The answer must consist of every line from the data that holds the string "highway".

# Records for this task
—————
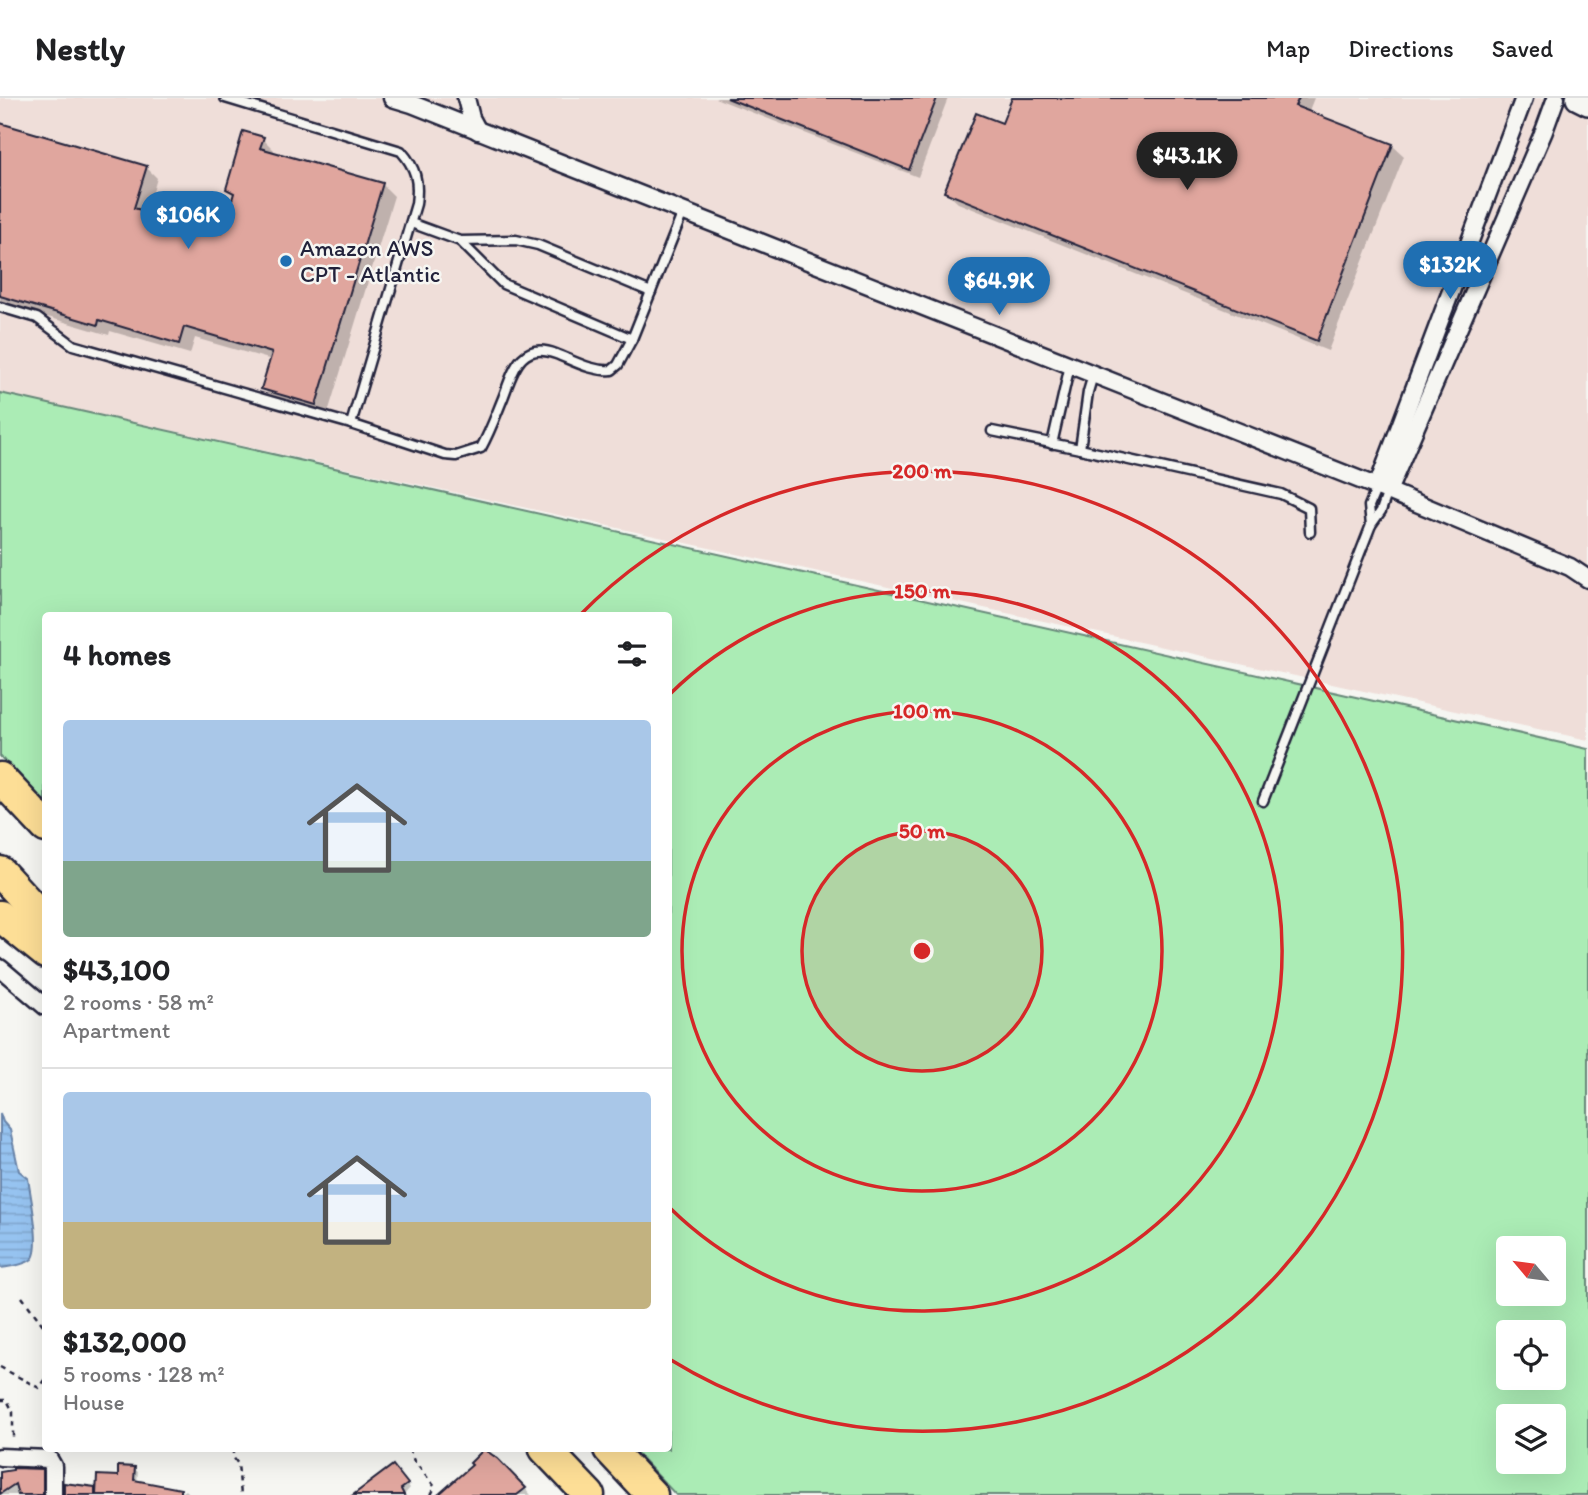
<!DOCTYPE html>
<html lang="en">
<head>
<meta charset="utf-8">
<style>
  :root { --surface:#fff; --page:#f2f2f2; --text:#202124; --muted:#757577; --line:#e0e0e0; --accent:#1f6fb2 }
  body { margin:0; font-family:Itim,sans-serif; background:var(--page); color:var(--text); height:100vh; display:flex; flex-direction:column; font-size:26px; white-space:nowrap }
  * { box-sizing:border-box; margin:0 }
  p { font-size:23px; color:var(--muted) }
  .icon { flex:none; width:38px; height:38px; fill:none; stroke:currentColor; stroke-width:2; stroke-linecap:round; stroke-linejoin:round }
  .map { position:relative; flex:1; overflow:hidden }
  .sheet { position:absolute; left:42px; top:514px; width:630px; height:840px; display:flex; flex-direction:column; background:var(--surface); border-radius:7px; box-shadow:0 7px 28px #0002 }
  .sheet>* { flex:none }
  .needle { width:46px; rotate:299deg }
  .tools { position:absolute; left:1496px; top:1138px; display:grid; gap:14px }
  .tools a { display:grid; place-items:center; width:70px; height:70px; border-radius:7px; background:var(--surface); box-shadow:0 7px 28px #0002; font-size:35px }
  .price { position:absolute; translate:-50% -60px; padding:0 16px; border-radius:24px; background:var(--accent); color:#fff; font-size:23px; line-height:46px; filter:drop-shadow(0 2px 4px #0008) }
  .price::after { content:''; position:absolute; left:50%; top:42px; width:21px; height:16px; margin-left:-10px; background:inherit; clip-path:polygon(0 0,100% 0,50% 100%) }
  .price.active { background:#222; color:#fff }
  ul { padding:0; list-style:none }
  li { display:grid; align-content:center; gap:14px; height:371px; padding:0 21px }
  li+li { border-top:2px solid var(--line) }
  li span { display:grid; place-items:center; height:217px; border-radius:7px; color:#555 }
  li>.icon { margin-inline-start:auto }
  span .icon { width:126px; height:126px; fill:#fffc; stroke-width:1 }
  li b { font-size:30px }
  h2 { display:flex; justify-content:space-between; align-items:center; height:84px; padding:0 21px; font-size:30px }
  header { display:flex; align-items:center; gap:42px; box-sizing:border-box; height:98px; padding:0 35px; background:var(--surface); border-bottom:2px solid var(--line) }
  header strong { font-size:33px }
  nav { display:flex; gap:38px; margin-inline-start:auto; font-size:24px }
  .map>svg:first-child { display:block }
</style>
</head>
<body>
<header>
<strong>Nestly</strong>
<nav><a>Map</a><a>Directions</a><a>Saved</a></nav>
</header>
<div class="map">
<svg width="1588" height="1397" viewBox="0 0 1588 1397">
  <defs>
    <pattern id="water-rules" width="6" height="5" patternUnits="userSpaceOnUse" patternTransform="scale(1.75)"><rect width="6" height="5" fill="#96c3f0"/><path d="M0 2.5h6" fill="none" stroke="#81a7cf"/></pattern>
  </defs>
  <rect width="100%" height="100%" fill="#f6f6f2"/>
  <filter id="ink" filterUnits="userSpaceOnUse"><feTurbulence type="fractalNoise" baseFrequency=".0143" numOctaves="2"/><feDisplacementMap in="SourceGraphic" scale="14" xChannelSelector="R" yChannelSelector="G"/><feConvolveMatrix kernelMatrix="1 2 1 2 8 2 1 2 1" color-interpolation-filters="sRGB"/></filter>
  <g filter="url(#ink)">
    <!-- built -->
    <polygon fill="#efded9" points="0,0 1588,0 1588,642 0,295"/>
    <!-- grass -->
    <path fill="#abecb5" stroke="#668778" stroke-width="2" fill-rule="evenodd" d="M0 295 1588 651V1397H676L633 1351H668V518H46L45 708 0 658ZM1508 1150H1554V1195H1508ZM1508 1234H1554V1279H1508ZM1508 1318H1554V1363H1508Z"/>
    <!-- water -->
    <path fill="url(#water-rules)" stroke="#6883a8" stroke-width="2" d="M0 1015 3 1024 10 1032 19 1073 28 1080C30 1096 42 1151 32 1161 25 1167 9 1169 0 1170Z"/>
    <!-- shadow -->
    <g fill="#0003">
      <polygon points="715,0 948,0 918,79"/>
      <polygon points="1014,0 1314,0 1308,15 1392,47 1404,58 1328,253 958,105 946,94 1003,27"/>
      <polygon points="0,27 146,69 157,80 147,115 223,137 235,98 228,91 263,41 274,52 273,55 382,86 394,98 327,318 274,302 263,290 272,262 195,240 190,256 110,233 109,237 0,205"/>
      <polygon points="134,1371 138,1374 137,1384 180,1396 186,1392 191,1397 65,1397 65,1387 98,1391"/>
      <polygon points="42,1373 45,1376 45,1397 0,1397 0,1376"/>
      <polygon points="396,1373 410,1390 404,1397 353,1397"/>
      <polygon points="518,1382 531,1397 443,1397"/>
    </g>
    <!-- building -->
    <g fill="#e0a69e" stroke="#22223b" stroke-width="2">
      <polygon points="727,0 937,0 909,72"/>
      <polygon points="1012,0 1299,0 1295,8 1393,46 1317,243 944,94 976,15 1002,25"/>
      <polygon points="0,25 147,68 134,110 222,135 234,95 226,91 243,33 264,39 260,50 383,85 316,307 261,291 272,255 184,229 179,246 99,222 98,227 0,198"/>
      <polygon points="484,1351 498,1361 526,1390 517,1397 438,1397 472,1367 470,1365"/>
      <polygon points="393,1367 408,1386 401,1391 404,1397 353,1397"/>
      <polygon points="118,1368 135,1369 134,1382 181,1391 181,1397 96,1397 97,1377 118,1378"/>
      <polygon points="13,1370 43,1371 43,1397 18,1397 15,1386 0,1396 0,1374 13,1372"/>
      <polygon points="64,1385 95,1389 95,1397 64,1397"/>
    </g>
    <g fill="none" stroke-linecap="round" stroke-linejoin="round">
      <defs>
        <g id="lane">
          <path d="M225 0 401 53C416 70 419 83 416 106L351 326"/>
          <polyline points="411,125 460,143 516,142 538,147 651,194"/>
          <polyline points="460,143 503,186 632,241"/>
          <path d="M0 209 37 220 73 247 351 326 445 357 456 358 481 350C490 334 496 317 503 300 513 274 520 242 556 256 574 263 593 274 612 272L618 267 632 241 683 114"/>
          <polyline points="992,333 1080,351 1088,294 1093,277"/>
          <polyline points="1052,346 1070,267"/>
          <polyline points="1080,351 1281,396 1309,410 1310,434"/>
          <polyline points="1371,427 1369,408 1377,389"/>
          <polyline points="1263,703 1371,427 1381,413 1388,393"/>
        </g>
        <g id="street">
          <polyline points="392,0 412,6 1388,393 1570,469 1588,481"/>
          <polyline points="466,0 471,20 478,33"/>
          <polyline points="1377,389 1524,0"/>
          <polyline points="1388,393 1544,33 1556,0"/>
          <polyline points="0,870 46,909"/>
          <polyline points="0,1359 49,1361 53,1368 53,1397"/>
        </g>
        <polyline id="secondary" points="1578,0 1588,5"/>
        <g id="highway">
          <polyline points="0,680 46,729"/>
          <polyline points="0,774 46,824"/>
          <polyline points="0,818 46,855"/>
          <polyline points="545,1351 589,1397"/>
          <polyline points="609,1351 652,1397"/>
        </g>
      </defs>
      <!-- lane casing -->
      <use href="#lane" stroke="#22223b" stroke-width="13"/>
      <!-- street casing -->
      <use href="#street" stroke="#22223b" stroke-width="21"/>
      <!-- secondary casing -->
      <use href="#secondary" stroke="#22223b" stroke-width="28"/>
      <!-- highway casing -->
      <use href="#highway" stroke="#22223b" stroke-width="35"/>
      <!-- path -->
      <g stroke="#22223b" stroke-width="2.5" stroke-dasharray="5 5" stroke-linecap="butt">
        <polyline points="22,1199 46,1231"/>
        <polyline points="0,1269 39,1290 46,1281"/>
        <polyline points="0,1302 7,1302 13,1314 13,1342"/>
        <polyline points="233,1351 233,1359 238,1366 241,1397"/>
        <polyline points="409,1351 414,1363 435,1389 431,1397"/>
      </g>
      <!-- lane -->
      <use href="#lane" stroke="#f6f6f2" stroke-width="8"/>
      <!-- street -->
      <use href="#street" stroke="#f6f6f2" stroke-width="16"/>
      <!-- secondary -->
      <use href="#secondary" stroke="#f6f6f2" stroke-width="23"/>
      <!-- highway -->
      <use href="#highway" stroke="#fdde96" stroke-width="30"/>
    </g>
  </g>
  <!-- distance rings -->
  <circle cx="922" cy="853" r="120" fill="#d62828" fill-opacity=".12"/>
  <g fill="none" stroke="#d62828" stroke-width="3.5">
    <circle cx="922" cy="853" r="120"/>
    <circle cx="922" cy="853" r="240"/>
    <path d="M670 596A360 360 0 1 1 670 1110"/>
    <path d="M580 517A480 480 0 1 1 671 1262"/>
  </g>
  <!-- markers -->
  <circle fill="#1f6fb2" stroke="#f6f6f2" stroke-width="2.5" cx="286" cy="163" r="7"/>
  <g text-anchor="middle" stroke-width="5" stroke-linejoin="round" paint-order="stroke">
    <!-- poi labels -->
    <g font-size="23" fill="#22223b" stroke="#f6f6f2" text-anchor="start">
      <text x="300" y="158">Amazon AWS<tspan x="300" dy="26">CPT - Atlantic</tspan></text>
    </g>
  </g>
  <circle cx="922" cy="853" r="10" fill="#d62828" stroke="#f6f6f2" stroke-width="3.5"/>
  <g font-size="21" text-anchor="middle" font-weight="bold" fill="#d62828" stroke="#f6f6f2" stroke-width="5" stroke-linejoin="round" paint-order="stroke">
    <text x="922" y="380">200 m</text>
    <text x="922" y="500">150 m</text>
    <text x="922" y="620">100 m</text>
    <text x="922" y="740">50 m</text>
  </g>
</svg>
<div class="tools">
<a><svg class="needle" viewBox="-14 -14 28 28"><path d="M0-13l5 13h-10z" fill="#e53935"/><path d="M0 13l5-13h-10z" fill="#757577"/></svg></a>
<a><svg class="icon" aria-label="locate" viewBox="0 0 24 24"><circle cx="12" cy="12" r="6"/><path d="M12 2v4M12 18v4M2 12h4M18 12h4"/></svg></a>
<a><svg class="icon" aria-label="layers" viewBox="0 0 24 24"><path d="M12 4l9 5-9 5-9-5zM3 14l9 5 9-5"/></svg></a>
</div>
<b class="price active" style="left:1187px;top:94px">$43.1K</b>
<b class="price" style="left:188px;top:153px">$106K</b>
<b class="price" style="left:1450px;top:203px">$132K</b>
<b class="price" style="left:999px;top:219px">$64.9K</b>
<section class="sheet">
<h2>4 homes<svg class="icon" aria-label="filters" viewBox="0 0 24 24"><path d="M4 7h16M4 17h16"/><circle cx="9" cy="7" r="2"/><circle cx="15" cy="17" r="2"/></svg></h2>
<ul>
<li><span style="background:linear-gradient(#a9c7e8 65%,#7fa58c 0)"><svg class="icon" aria-label="home" viewBox="0 0 24 24"><path d="M3 11l9-7 9 7M6 9v11h12V9"/></svg></span><div><b>$43,100</b><p>2 rooms · 58 m²</p><p>Apartment</p></div></li>
<li><span style="background:linear-gradient(#a9c7e8 60%,#c2b280 0)"><svg class="icon" aria-label="home" viewBox="0 0 24 24"><path d="M3 11l9-7 9 7M6 9v11h12V9"/></svg></span><div><b>$132,000</b><p>5 rooms · 128 m²</p><p>House</p></div></li>
</ul>
</section>
</div>
</body>
</html>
—————
# Written solution
        <g id="highway">
      <!-- highway casing -->
      <use href="#highway" stroke="#22223b" stroke-width="35"/>
      <!-- highway -->
      <use href="#highway" stroke="#fdde96" stroke-width="30"/>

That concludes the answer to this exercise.